Endoplasmic reticulum stress pathway involvement in local and remote myocardial ischemic conditioning

Authors
S. Grall, D. Prunier-Mirebeau, S. Tamareille, V. Mateus, D. Lamon et al

Lab
Laboratoire Protection et Remodelage du Myocarde, Université, Angers, Angers, France

Journal
Shock

Abstract
Remote ischemic perconditioning (RIPer) and local ischemic postconditioning (IPost) are promising methods to decrease ischemia-reperfusion (I/R) injury. We tested whether these two methods were effective in reducing infarct size through activation of endoplasmic reticulum (ER) stress response, a potential survival pathway. Rats exposed to myocardial I/R were allocated to one of six groups: Control, no intervention at myocardial reperfusion; IPost, three cycles of 10-s coronary artery occlusion followed by 10-s reperfusion applied at the onset of myocardial reperfusion; RIPer, 10-min limb ischemia followed by 10-min reperfusion initiated during coronary artery occlusion; Control+4-PBA, injection of ER stress inhibitor 4-phenylbutyrate (4-PBA) 1 hour prior to coronary occlusion; IPost+4-PBA, and RIPer+4-PBA. Infarct size was significantly reduced in IPost and RIPer groups (33.32+/-3.65% and 21.86+/-3.98%, respectively) compared with the control group (54.86+/-6.01%, p<0.05).
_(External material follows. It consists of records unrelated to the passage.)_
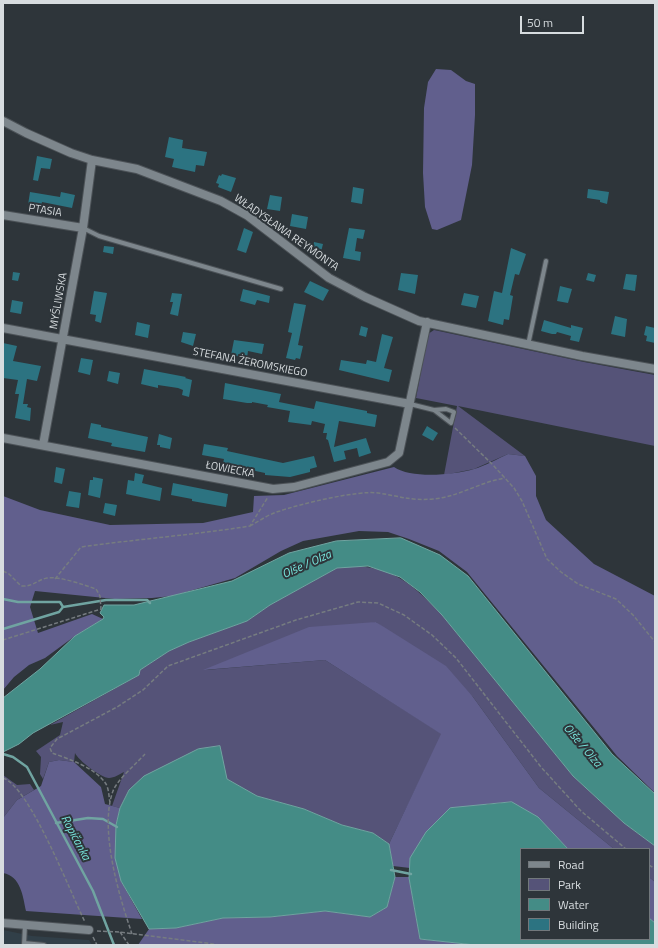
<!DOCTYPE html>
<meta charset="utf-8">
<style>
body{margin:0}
#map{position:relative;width:658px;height:948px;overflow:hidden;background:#2e353a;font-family:"Titillium Web",sans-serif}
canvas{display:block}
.frame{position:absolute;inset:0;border:4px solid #d7dcdf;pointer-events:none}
.legend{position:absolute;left:520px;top:848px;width:130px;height:92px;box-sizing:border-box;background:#2e353a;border:1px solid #72787c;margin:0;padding:5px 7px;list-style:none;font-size:12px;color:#d7dcdf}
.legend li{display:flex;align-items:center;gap:8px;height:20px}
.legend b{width:20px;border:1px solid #72787c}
.scale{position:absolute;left:520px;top:16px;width:64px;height:18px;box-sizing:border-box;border:2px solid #d7dcdf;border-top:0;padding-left:5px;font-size:12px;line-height:14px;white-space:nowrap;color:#d7dcdf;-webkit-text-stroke:3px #2e353a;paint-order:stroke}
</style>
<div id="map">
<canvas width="658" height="948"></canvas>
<div class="frame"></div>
<ul class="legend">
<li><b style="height:5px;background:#7d868c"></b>Road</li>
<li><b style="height:11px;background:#555378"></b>Park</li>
<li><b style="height:11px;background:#448c86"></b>Water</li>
<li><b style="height:11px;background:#2c7381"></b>Building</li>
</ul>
<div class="scale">50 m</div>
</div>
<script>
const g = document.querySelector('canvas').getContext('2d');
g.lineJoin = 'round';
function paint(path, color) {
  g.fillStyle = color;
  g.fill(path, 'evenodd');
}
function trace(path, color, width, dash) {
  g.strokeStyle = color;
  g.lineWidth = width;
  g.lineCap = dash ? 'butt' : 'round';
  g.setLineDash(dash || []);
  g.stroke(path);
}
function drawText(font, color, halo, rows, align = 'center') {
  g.font = font + ' "Titillium Web",sans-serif';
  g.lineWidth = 4;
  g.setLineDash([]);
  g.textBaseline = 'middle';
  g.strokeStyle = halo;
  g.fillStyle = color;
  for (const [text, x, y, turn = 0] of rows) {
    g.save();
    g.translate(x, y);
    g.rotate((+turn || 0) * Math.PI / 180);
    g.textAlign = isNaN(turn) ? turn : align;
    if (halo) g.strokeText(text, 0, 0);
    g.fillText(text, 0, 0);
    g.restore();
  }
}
const built = new Path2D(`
 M3,930L32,936L89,940L92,945H3Z`);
const green = new Path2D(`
 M434,330L584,362L655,375V446L458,406L525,456L508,454L474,469L444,475L457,406L416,398L428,334Z
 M353,566C395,567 414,586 442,615L573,776L624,823L655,846V882L649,877V849H614L539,788L473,697L376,622L205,670L325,660L442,734L389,844L373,833L342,825L304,809L256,796L227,779L198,749L129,790L120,808L112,806L124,772C120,774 114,778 109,778C101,778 78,760 75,753L74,762L59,760L49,762L43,779L40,774L41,757L36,751L60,735L63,722L50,725L139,675L140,670L169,651L189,642L247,621L270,605L337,568Z
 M3,775L17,785L30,784L34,790L17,800L3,818Z`);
const forest = new Path2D(`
 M436,69L451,70L466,81L475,84V115L472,165L461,220L437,230L432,229L425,207L423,173L424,108L428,82Z
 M508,454L525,456L536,476V496L546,520L594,564L655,596V793L617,756L467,572L439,551L409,539L388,532L359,531L303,541L281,551L235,578L172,596L152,598L115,599L35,591L30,607L38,633L92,614L103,619L75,636L45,658L29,665L14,677L3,690V496L40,510L110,525L203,523L253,512L254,496L284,495L394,467C411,479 454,475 474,469C485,466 497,459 508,454Z
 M376,622L446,666L473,697L539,788L614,849H568L538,818L511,802L487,804L411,858L410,868L393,866L389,844L441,734L325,660L203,670L309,627Z
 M59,760L74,762L101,787L105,804L120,808L116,825L121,881L142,919L26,911C23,897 21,876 3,873V818L17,800L41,786L49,762Z
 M395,877H409L420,939L475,945H138L149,929L176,928L223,918L270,917L325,911L370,917L387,907Z
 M649,877L655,882V923L649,918Z`);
const water = new Path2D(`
 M401,538L440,555L468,576L612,754L655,794V846L624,823L573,776L442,615L420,592L400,577L368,566L337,568L270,605L247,621L189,642L169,651L140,670L139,675L33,733L19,744L3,752V698L40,669L75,636L103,619L104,617L100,613L104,605H134L232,581L289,553L336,541Z
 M220,746L227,779L257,796L304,809L342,825L373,833L389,844L395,877L387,907L370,917L325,911L270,917L223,918L176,928L149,929L121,881L115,858L116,825L120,808L129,790L144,776L198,749Z
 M512,802L538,817L568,849H521V939H649V918L655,923V945H475L420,939L409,878L410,858L426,832L450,808Z`);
const stream = new Path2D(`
 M3,599L18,602H60L63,607
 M3,629L59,612L63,607L106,600H147L150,603
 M3,754L13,757L27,767L93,891L114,945
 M56,823L88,818L103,819L117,827
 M391,870L411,874`);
const building = new Path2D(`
 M169,137L183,140L182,148L207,152L204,166L196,165L195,172L172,167L174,159L165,157Z
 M37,156L52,159L50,169L41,168L38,181L33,180Z
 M222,174L236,178L231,192L218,187L219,184L216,183L219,175L221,176Z
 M353,187L364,189L362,204L351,202Z
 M588,189L609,192L607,204L600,202V200L587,198Z
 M30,192L60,197L61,192L75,195L72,208L42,202L41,207L28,205Z
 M270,195L282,197L280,211L267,209Z
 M292,214L308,217L306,229L290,226Z
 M244,228L253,232L246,253L237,250Z
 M349,228L365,230L363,239L357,238L355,251L361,252L360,261L343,258Z
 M314,242L323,244L321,252L313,250Z
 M104,246L114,247L113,254L103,252Z
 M511,248L526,254L519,275L515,274L510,295L513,296L509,320L504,319L503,325L488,321L494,291L502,293Z
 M13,272L20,273L18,281L12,280Z
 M401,273L418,275L415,294L398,290Z
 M588,273L596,275L594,282L586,280Z
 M626,274L637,275L635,291L623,289Z
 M310,281L329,290L323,301L304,292Z
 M560,286L572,289L568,303L557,301Z
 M243,289L270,296L269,303L257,300L255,305L240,301Z
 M94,291L107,293L101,323L95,321L96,315L90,314Z
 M172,293L182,294L178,316L170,314L173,302H170Z
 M464,293L479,296L476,308L461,305Z
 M12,300L23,302L21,314L10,312Z
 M294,303L306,305L298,345L303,346L300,359L296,358L295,360L286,358L292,333L288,332Z
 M615,316L627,319L625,337L611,334Z
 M544,320L571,328V325L583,328L579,342L570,340L571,336L557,332L556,334H552L541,331Z
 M137,322L150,325L148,338L135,335Z
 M361,326L368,328L366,337L359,335Z
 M646,326L655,328V343L646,341L647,336L644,335Z
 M183,332L196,334L193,346L181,342Z
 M382,334L393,337L384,368L392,370L389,382L339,370L341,360L366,364L367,360L376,362Z
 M234,340L264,344L262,354L248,351L247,358L231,355Z
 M3,343L17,346L13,361L41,366L37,381L27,379L23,404H28L27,407L31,408L30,421L15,418L19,394H15L18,380L3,378Z
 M81,358L93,360L90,375L78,372Z
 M144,369L186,377L185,378L192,380L189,397L182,395L183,390L178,388L158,385V388L141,384Z
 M109,371L120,373L118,384L107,381Z
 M225,383L281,394L279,402L314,409L316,401L367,411V413L377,415L375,427L339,421L334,447L366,438L371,453L359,457L357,448L344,451L346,459L334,462L328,440L326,439L327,433H323L325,424L312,421L311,425L288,422L290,411L267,407L268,405L252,402V403H247L223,399Z
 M91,423L101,425V427L148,437L145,452L111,446L112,443L88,438Z
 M427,426L438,433L433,441L422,435Z
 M159,434L172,438L170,449L160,447V445H157Z
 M204,444L228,448L227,451L283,463L314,456L317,467L310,469V472L290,477L265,475V473L251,470V472L232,467L228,472L226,469L222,468L224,459L202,455Z
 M56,467L65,469L62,484L54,482Z
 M135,473L144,475L142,483L162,488L160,501L126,494L128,480L134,481Z
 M93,477L103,479L100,498L88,495L90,480H93Z
 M173,483L228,494L226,507L192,501V499L171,495Z
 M69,491L81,493L79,508L66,506Z
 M105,503L117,505L115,516L103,513Z`);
const path = new Path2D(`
 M455,428L493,465L514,488L522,501L547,559L561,572L578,584L616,599L633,615L655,642
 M250,526C259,521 269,514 280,511C300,504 358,490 378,493C400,496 409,501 433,499C458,497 480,482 505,478
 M3,571L9,574L21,586C33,587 37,580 47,578C60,576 84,585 96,589L100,596L101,609L3,640
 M55,579L81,547C138,539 194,535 250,526L268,497
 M3,778C30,787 70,892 85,922
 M110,803C109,798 109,789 106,784C96,768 69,759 52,753L50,748L57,739L117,707L143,690L168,666L296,620L358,602L378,603L404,615L432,635L456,658L541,767L581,811L626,849
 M649,865L655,869
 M97,931L120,932L221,945
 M120,932L129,945
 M132,934C119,896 99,829 113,791C117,780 137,763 145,754
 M93,937L97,945`);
const lane = new Path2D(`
 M83,228L99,236L281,289
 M528,345L546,261
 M410,404L434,410L451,423L454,412L446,409L434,410
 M24,943L44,945
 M24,945L25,925`);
const street = new Path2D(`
 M3,121L26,133L71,153L92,160L137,169L221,201L248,216L329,278L365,297L419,321L582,356L655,369
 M3,215L83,228
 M3,328L410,404
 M3,438L273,489L294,487L388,462L399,453L427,322
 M43,445L83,228L92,160
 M3,923L89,930`);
const streetNames = [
 ["PTASIA",45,211,9],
 ["WŁADYSŁAWA REYMONTA",286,233,35],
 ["MYŚLIWSKA",59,301,-80],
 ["STEFANA ŻEROMSKIEGO",250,363,11],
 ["ŁOWIECKA",230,470,11]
];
const waterNames = [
 ["Olše / Olza",307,565,-24],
 ["Olše / Olza",582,746,50],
 ["Ropičanka",75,838,62]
];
paint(built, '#313f48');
paint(green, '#555378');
paint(forest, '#615f8d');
paint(water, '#448c86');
trace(water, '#70a4a1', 1);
trace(stream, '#70a4a1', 2.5);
paint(building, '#2c7381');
trace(lane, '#4c5257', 6);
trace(street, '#4c5257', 10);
trace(path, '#767c80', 1.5, [4, 2]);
trace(lane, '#7d868c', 4);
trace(street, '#7d868c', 8);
drawText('11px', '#d7dcdf', '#2e353a', streetNames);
drawText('italic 12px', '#78e6dd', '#2e353a', waterNames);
</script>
Western blot analysis of GRP78 level and cleaved ATF-6, two ER stress markers, demonstrated an enhancement of ER stress response in IPost group but not in RIPer group at 15-min reperfusion. Furthermore, 4-phenylbutyrate abolished cardioprotection induced by IPost (infarct size: 53.75+/-3.49 vs 33.32+/-3.65%, p<0.05) but not by RIPer (28.80+/-10.45% vs. 21.86+/-3.98%, p=NS). GRP78 and cleaved ATF-6 levels were no longer increased in IPost group after 4-phenylbutyrate. These findings point to a role for ER stress response in cardioprotection against reperfusion injury in IPost but not RIPer, suggesting differences in cardioprotective mechanisms between local and remote conditioning.